Well, for instance, when I was reading Lionel Kearns's work from the
sixties-through-eighties, it struck me that some of the work was speculative
about futures that could still happen but haven't. It is forward-looking
writing. 'On Lionel Kearns' is a look back at a forward-looking poet; we see
him looking at us and into the future. Yet the poems are anchored in the
sixties-through-eighties via all sorts of details belonging to that time.

> In traditional, structuralist narrative theory you got the distinction
> narration time/narrated time. A theory that is more towards
> reception of the
> literary work adds 'reading time' to those time dimensions, as a required
> condition for the existence of the other two. Those theories
> generally lead
> to a historic, procedural interpretation of a text, making for a different
> Shakespeare sonnet depending on when one reads it.

Sure. Meaning is constructed by us, so that will change, over time.

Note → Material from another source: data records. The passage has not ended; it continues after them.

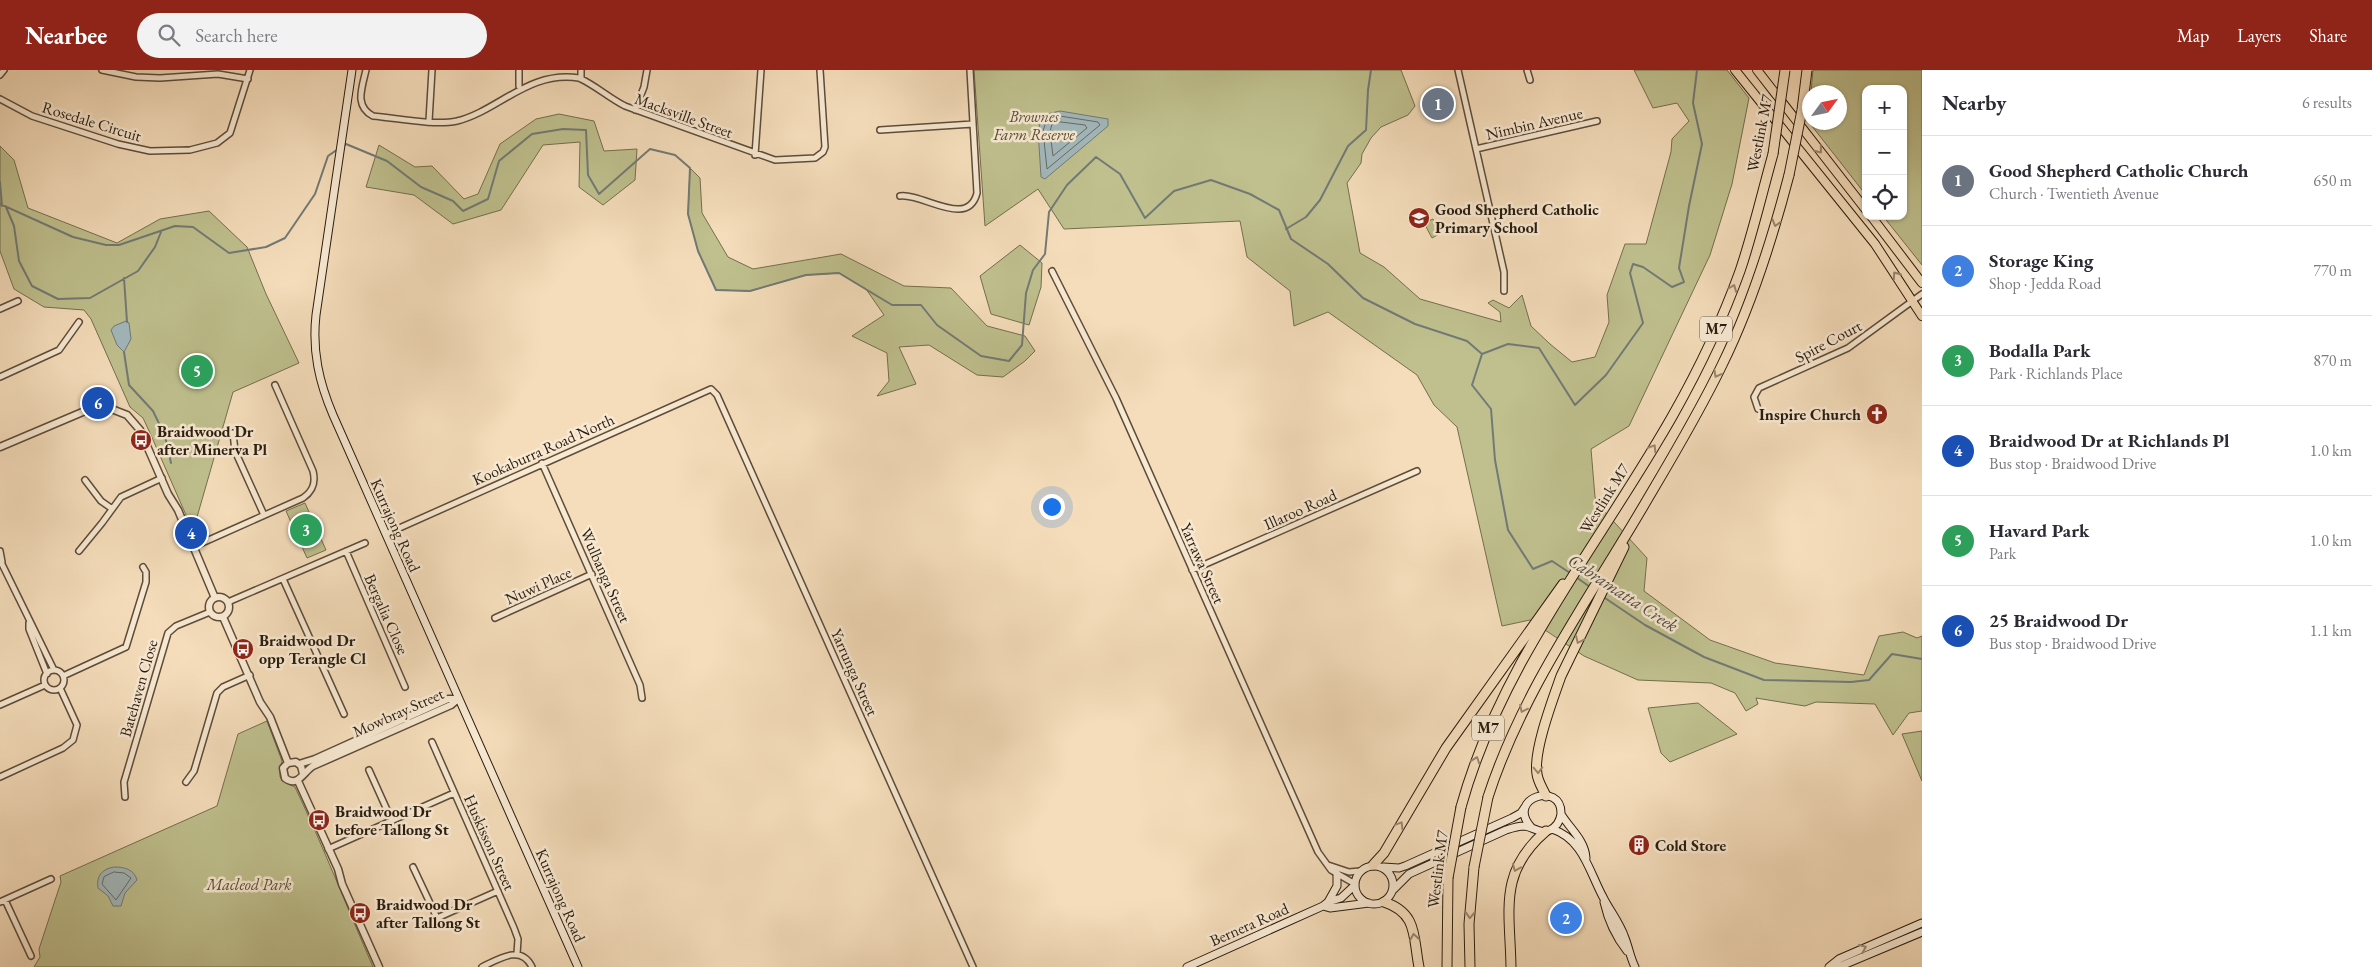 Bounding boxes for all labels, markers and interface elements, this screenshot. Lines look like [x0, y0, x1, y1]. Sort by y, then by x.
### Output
search box [137, 13, 487, 58]
text: Nearbee [25, 20, 107, 51]
icon: search [155, 21, 183, 49]
text: Search here [195, 23, 278, 48]
text: Map [2177, 24, 2209, 47]
text: Layers [2237, 24, 2281, 47]
text: Share [2309, 24, 2347, 47]
pin: 1 [1422, 85, 1454, 123]
north arrow [1802, 85, 1847, 130]
map controls [1862, 85, 1907, 220]
button: + [1862, 85, 1907, 130]
street label: Macksville Street [632, 88, 736, 143]
text: Nearby [1942, 89, 2006, 116]
street label: Westlink M7 [1742, 92, 1777, 174]
text: 6 results [2302, 92, 2352, 113]
street label: Rosedale Circuit [40, 96, 144, 147]
street label: Nimbin Avenue [1484, 102, 1585, 145]
park label: Brownes Farm Reserve [992, 106, 1075, 145]
button: − [1862, 130, 1907, 175]
one-way arrow [1813, 144, 1822, 154]
text: Good Shepherd Catholic Church [1989, 158, 2248, 183]
text: 1 [1954, 170, 1962, 191]
text: 650 m [2313, 170, 2352, 191]
button: locate [1862, 175, 1907, 220]
text: Church · Twentieth Avenue [1989, 183, 2159, 204]
place label: Good Shepherd Catholic Primary School [1435, 199, 1599, 238]
school or university icon: Good Shepherd Catholic Primary School [1407, 206, 1431, 230]
one-way arrow [1772, 218, 1782, 226]
text: Storage King [1989, 248, 2093, 273]
text: 2 [1954, 260, 1962, 281]
text: 770 m [2313, 260, 2352, 281]
one-way arrow [1893, 271, 1902, 281]
text: Shop · Jedda Road [1989, 273, 2101, 294]
one-way arrow [1727, 284, 1738, 293]
street label: Spire Court [1791, 315, 1865, 368]
road number: M7 [1700, 316, 1732, 342]
text: Bodalla Park [1989, 338, 2091, 363]
text: 3 [1954, 350, 1962, 371]
text: 870 m [2313, 350, 2352, 371]
pin: 5 [181, 352, 213, 390]
text: Park · Richlands Place [1989, 363, 2123, 384]
one-way arrow [1714, 369, 1724, 378]
pin: 6 [82, 384, 114, 422]
church icon: Inspire Church [1865, 402, 1889, 426]
place label: Inspire Church [1759, 404, 1861, 425]
street label: Kookaburra Road North [469, 409, 617, 490]
place label: Braidwood Dr after Minerva Pl [157, 421, 267, 460]
bus stop icon: Braidwood Dr after Minerva Pl [129, 428, 153, 452]
text: Braidwood Dr at Richlands Pl [1989, 428, 2229, 453]
text: 4 [1954, 440, 1962, 461]
text: 1.0 km [2310, 440, 2352, 461]
one-way arrow [1646, 445, 1656, 454]
text: Bus stop · Braidwood Drive [1989, 453, 2156, 474]
street label: Westlink M7 [1575, 459, 1634, 537]
street label: Kurrajong Road [366, 475, 426, 576]
street label: Illaroo Road [1261, 484, 1341, 535]
your location [1039, 494, 1065, 520]
pin: 3 [290, 511, 322, 549]
pin: 4 [175, 514, 207, 552]
text: Havard Park [1989, 518, 2089, 543]
street label: Yarrawa Street [1175, 520, 1230, 607]
street label: Wulbanga Street [575, 525, 636, 626]
text: 5 [1954, 530, 1962, 551]
text: 1.0 km [2310, 530, 2352, 551]
text: Park [1989, 543, 2016, 564]
water label: Cabramatta Creek [1564, 548, 1683, 637]
street label: Nuwi Place [502, 561, 575, 609]
street label: Bergalia Close [359, 571, 414, 658]
text: 25 Braidwood Dr [1989, 608, 2128, 633]
text: 6 [1954, 620, 1962, 641]
text: 1.1 km [2310, 620, 2352, 641]
street label: Yarrunga Street [826, 625, 883, 719]
place label: Braidwood Dr opp Terangle Cl [259, 630, 367, 669]
text: Bus stop · Braidwood Drive [1989, 633, 2156, 654]
one-way arrow [1575, 634, 1585, 643]
street label: Batehaven Close [115, 637, 162, 739]
bus stop icon: Braidwood Dr opp Terangle Cl [231, 637, 255, 661]
street label: Mowbray Street [349, 683, 447, 742]
one-way arrow [1518, 704, 1529, 713]
road number: M7 [1472, 716, 1504, 740]
one-way arrow [1470, 757, 1480, 765]
one-way arrow [1532, 766, 1543, 774]
street label: Huskisson Street [459, 791, 520, 894]
place label: Braidwood Dr before Tallong St [335, 801, 449, 840]
bus stop icon: Braidwood Dr before Tallong St [307, 808, 331, 832]
one-way arrow [1393, 822, 1403, 831]
street label: Westlink M7 [1422, 829, 1453, 909]
building icon: Cold Store [1627, 833, 1651, 857]
place label: Cold Store [1655, 835, 1726, 856]
street label: Kurrajong Road [531, 845, 591, 946]
one-way arrow [1512, 863, 1522, 872]
park label: Macleod Park [205, 874, 292, 895]
place label: Braidwood Dr after Tallong St [376, 894, 480, 933]
street label: Bernera Road [1207, 897, 1293, 951]
pin: 2 [1550, 899, 1582, 937]
bus stop icon: Braidwood Dr after Tallong St [348, 901, 372, 925]
one-way arrow [1464, 912, 1475, 920]
one-way arrow [1409, 932, 1420, 940]
one-way arrow [1858, 944, 1867, 955]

> A piece of digital writing would add runtime to that, effectively
> including
> the hardware into its timeframe and expanding the reading
> experience beyond
> the visual at the cost of binding it to the hardware it was written for. I
> see you taking a turn for the positive here, claiming a magical HG Wells
> quality for digital writing because of its fragility. Runtime as a future
> actualisation of creation time, making a sort of handler for a reverse
> engeneering process to get back there. Restoring the place, as it were.

I wasn't thinking specifically of digital literature, actually, as time
machines. When I studied literature of previous eras, time portals there
too. Mediated via the book material but more generally through the language.
My experience of previous eras is mostly through books (and of course the
magical mythic outlines of my own past (in my head)). Though my visit to
England was wonderful in that sense of history not only via the book but the
museum, for instance, and some of the architecture. As is commmonly noted,
Europeans have a different sense of history than in North America. Where I
live, *evident* history is the land, the forests, the environment, and the
indigenous cultures. Not western culture/history. That is sort of who I am,
but it is a mere blip on the land here, impermanent and slated for disaster.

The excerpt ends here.